Her advice to young women entering hospitality is clear – visibility is easy; respect is earned. Respect comes from standards, follow-through, and accountability. Leadership does not require severity. It requires steadiness. She believes laughter has a longer shelf life than intimidation, but discipline must remain visible.
When asked what anonymous question she would pose to every staff member, her focus returns to culture. She would ask whether guests truly enjoy being there, and if not, where the energy shifts. Guest experience is an outcome. Staff morale is the source.
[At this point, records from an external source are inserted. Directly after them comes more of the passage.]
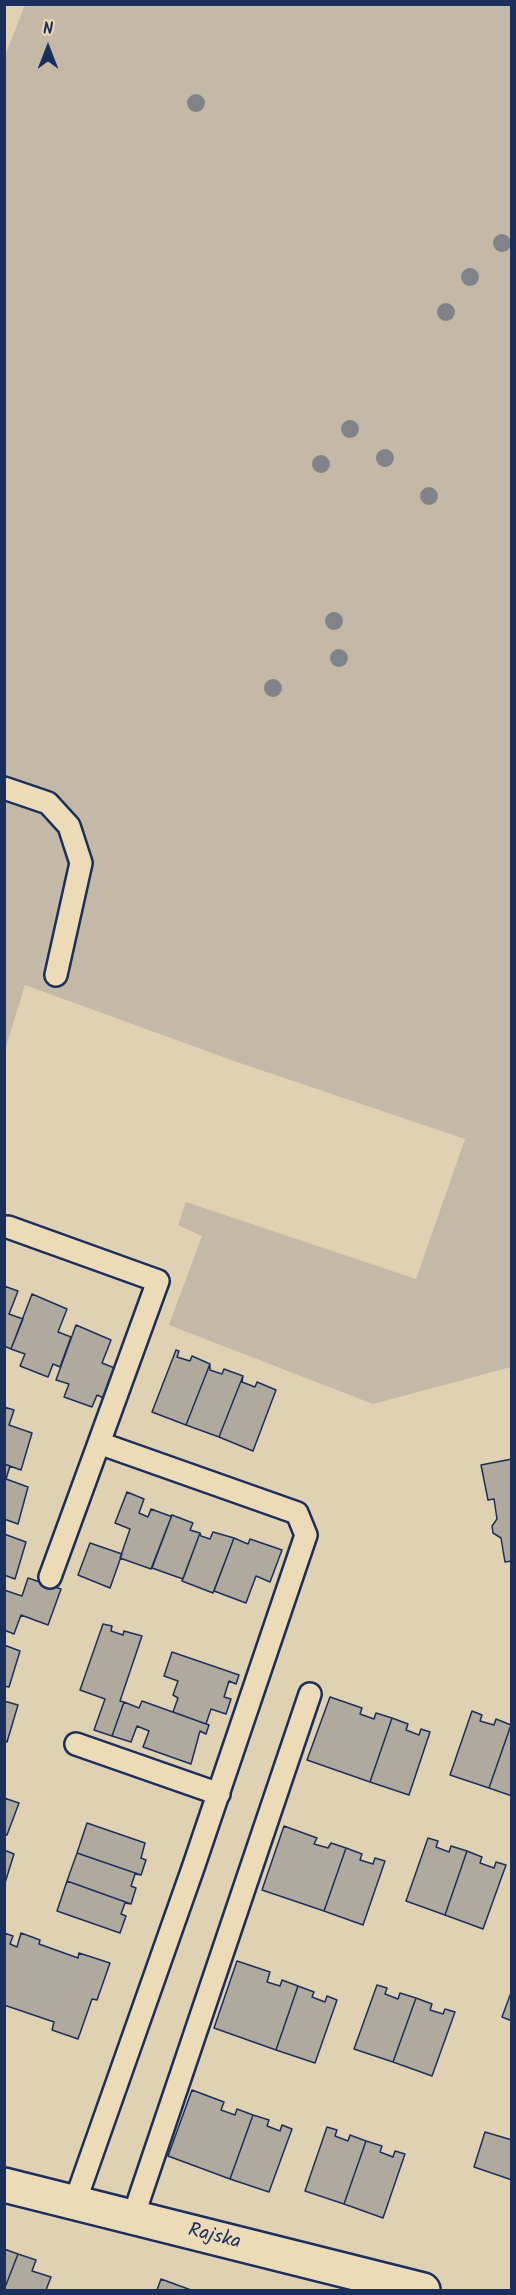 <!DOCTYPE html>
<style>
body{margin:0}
#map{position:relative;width:516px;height:2295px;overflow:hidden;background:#e0d1b3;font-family:Kalam,sans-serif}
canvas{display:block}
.frame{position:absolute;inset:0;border:6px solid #1b2f5e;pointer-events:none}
.north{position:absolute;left:18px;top:18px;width:60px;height:60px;-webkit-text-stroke:4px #eddbb8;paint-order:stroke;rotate:0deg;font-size:16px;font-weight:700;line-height:24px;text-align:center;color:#1b2f5e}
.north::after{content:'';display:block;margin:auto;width:21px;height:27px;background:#1b2f5e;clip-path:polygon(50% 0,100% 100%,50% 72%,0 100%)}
</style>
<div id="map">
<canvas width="516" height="2295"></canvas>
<div class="frame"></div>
<div class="north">N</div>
</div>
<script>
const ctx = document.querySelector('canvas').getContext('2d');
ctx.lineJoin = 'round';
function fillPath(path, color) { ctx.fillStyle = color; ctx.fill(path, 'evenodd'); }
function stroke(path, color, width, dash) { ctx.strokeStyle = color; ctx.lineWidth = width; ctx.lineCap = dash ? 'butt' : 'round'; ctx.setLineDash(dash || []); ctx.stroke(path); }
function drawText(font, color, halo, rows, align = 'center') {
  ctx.font = font + ' Kalam,sans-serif'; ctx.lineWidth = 5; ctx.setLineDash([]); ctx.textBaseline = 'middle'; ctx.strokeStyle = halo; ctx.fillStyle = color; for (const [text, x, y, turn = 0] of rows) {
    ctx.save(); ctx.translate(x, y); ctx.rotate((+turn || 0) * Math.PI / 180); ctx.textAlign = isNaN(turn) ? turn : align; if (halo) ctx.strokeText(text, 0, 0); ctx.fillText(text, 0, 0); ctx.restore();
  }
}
fillPath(new Path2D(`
 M25 5H511V1367L373 1404 169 1325 202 1236 178 1225 186 1202 416 1279 465 1139 234 1061 25 985 5 1050 4 58Z`), '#c3b9a6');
const building = new Path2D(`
 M4 1286 18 1291 9 1314 23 1319 11 1349 4 1346Z
 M32 1294 67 1309 58 1332 71 1337 60 1367 53 1364 48 1377 20 1366 25 1354 11 1349Z
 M76 1325 111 1340 102 1363 117 1369 106 1399 97 1395 92 1407 64 1397 69 1384 56 1380Z
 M176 1350 179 1351 177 1357 190 1361 192 1356 210 1364 186 1425 152 1412Z
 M210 1364V1370L222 1374 224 1369 243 1376 219 1437 186 1425Z
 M243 1376 242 1382 255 1387 257 1382 276 1390 253 1451 219 1437Z
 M4 1407 14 1410 9 1425 32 1433 21 1470 4 1464Z
 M512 1459V1561L505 1562 501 1538 493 1533 492 1526 497 1519 494 1499 488 1500 481 1465Z
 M4 1464 10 1466 6 1479 28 1487 18 1524 4 1519Z
 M127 1492 144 1499 139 1513 148 1517 151 1509 170 1516 172 1515 151 1569 120 1558 130 1529 115 1523Z
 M172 1515 193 1523 190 1530 200 1533 183 1579 152 1568Z
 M213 1532 234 1538 213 1593 182 1581 200 1533 201 1536 210 1539Z
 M4 1534 26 1542 15 1579 4 1575Z
 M234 1538 248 1544 250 1539 282 1550 270 1582 256 1576 246 1603 214 1591Z
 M90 1543 122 1554 110 1588 78 1575Z
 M28 1578 61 1589 48 1625 21 1615 14 1634 4 1630V1590L22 1596Z
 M103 1624 112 1626 111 1631 123 1635 124 1631 142 1636 120 1701 124 1702 112 1736 94 1730 105 1699 80 1690Z
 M4 1645 20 1651 9 1687 4 1686Z
 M172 1652 239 1675 236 1684 229 1681 224 1697 231 1699 226 1714 211 1709 206 1724 173 1712 178 1698 173 1695 178 1681 164 1676Z
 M330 1697 362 1708 360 1714 374 1719 376 1713 392 1718 370 1782 307 1760Z
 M4 1701 18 1705 7 1742 4 1741Z
 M142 1701 209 1725 206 1734 200 1731 191 1764 143 1747 149 1731 137 1726 131 1742 112 1736 124 1702 139 1708Z
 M472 1711 482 1715 480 1721 494 1725 496 1719 511 1725 489 1788 450 1775Z
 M392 1718 408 1724 406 1730 419 1735 421 1729 430 1732 409 1795 370 1782Z
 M511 1725H512V1796L489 1788Z
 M4 1798 19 1803 7 1835 4 1834Z
 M87 1823 145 1843 141 1858 146 1860 141 1875 77 1853Z
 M284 1826 317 1838 314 1844 328 1848 331 1843 346 1848 324 1911 262 1890Z
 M428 1838 438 1841 436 1847 449 1852 451 1846 467 1851 445 1915 406 1901Z
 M346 1848 362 1854 360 1860 373 1864 375 1858 385 1861 363 1925 324 1911Z
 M4 1850 14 1854 4 1886Z
 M467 1851 482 1857 480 1863 494 1868 496 1862 506 1865 483 1929 445 1915Z
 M77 1853 141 1875 135 1874 131 1886 136 1888 131 1904 67 1881Z
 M67 1881 131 1904 125 1903 121 1914 126 1916 120 1933 57 1911Z
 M4 1933 13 1936 10 1944 17 1947 21 1933 40 1940 39 1944 78 1958 79 1953 110 1963 97 2000 92 1999 78 2039 52 2030 54 2022 4 2005Z
 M237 1961 270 1972 267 1982 280 1986 282 1980 298 1986 276 2050 214 2028Z
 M377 1985 387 1988 385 1994 398 1999 400 1993 416 1998 393 2062 354 2049Z
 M298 1986 314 1992 312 1997 325 2002 327 1996 337 2000 315 2063 276 2050Z
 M512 1990V2021L502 2017Z
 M416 1998 432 2004 430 2010 443 2014 445 2009 455 2012 432 2076 393 2062Z
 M192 2090 224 2102 221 2110 235 2115 237 2109 253 2115 230 2179 168 2156Z
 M253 2115 269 2120 267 2126 280 2131 282 2125 292 2129 269 2192 230 2179Z
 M327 2127 337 2130 335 2136 348 2141 350 2135 366 2141 344 2204 305 2191Z
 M485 2132 512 2140V2180L474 2167Z
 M366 2141 382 2146 380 2152 393 2157 395 2151 405 2154 383 2218 344 2204Z
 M4 2249 18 2254 4 2290Z
 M18 2254 36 2260 32 2271 51 2277 46 2290H4Z
 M161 2279 191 2290H157Z`);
fillPath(building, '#b0a99e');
stroke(building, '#1b2f5e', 1.5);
const service = new Path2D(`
 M4 788 48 803 69 826 81 863 56 975
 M8 1227 158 1281 99 1443 297 1513 306 1535 193 1868 75 2202
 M50 1577 99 1443
 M76 1744 219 1794
 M133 2217 310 1694`);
const minor = new Path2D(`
 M4 2185 423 2290`);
stroke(service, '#1b2f5e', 26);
stroke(minor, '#1b2f5e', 38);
stroke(service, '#eddbb8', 21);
stroke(minor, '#eddbb8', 33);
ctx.fillStyle = '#81838a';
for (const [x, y] of [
 [196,103],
 [502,243],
 [470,277],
 [446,312],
 [350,429],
 [385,458],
 [321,464],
 [429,496],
 [334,621],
 [339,658],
 [273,688]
]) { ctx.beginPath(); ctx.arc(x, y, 9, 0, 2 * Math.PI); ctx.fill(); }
drawText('20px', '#1b2f5e', '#eddbb8', [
 ["Rajska",214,2238,14]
]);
</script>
Today, Ashley continues consulting with hospitality groups seeking modernization – not just in marketing but in operations. She believes many companies still operate as they did a decade ago while guests evolve rapidly. Growth alone does not impress her. Disciplined, thoughtful growth does.
“Standards build authority long after visibility fades.”
Across media, ownership, consulting, and new ventures, one thread connects her work. The setting changes. The standard does not.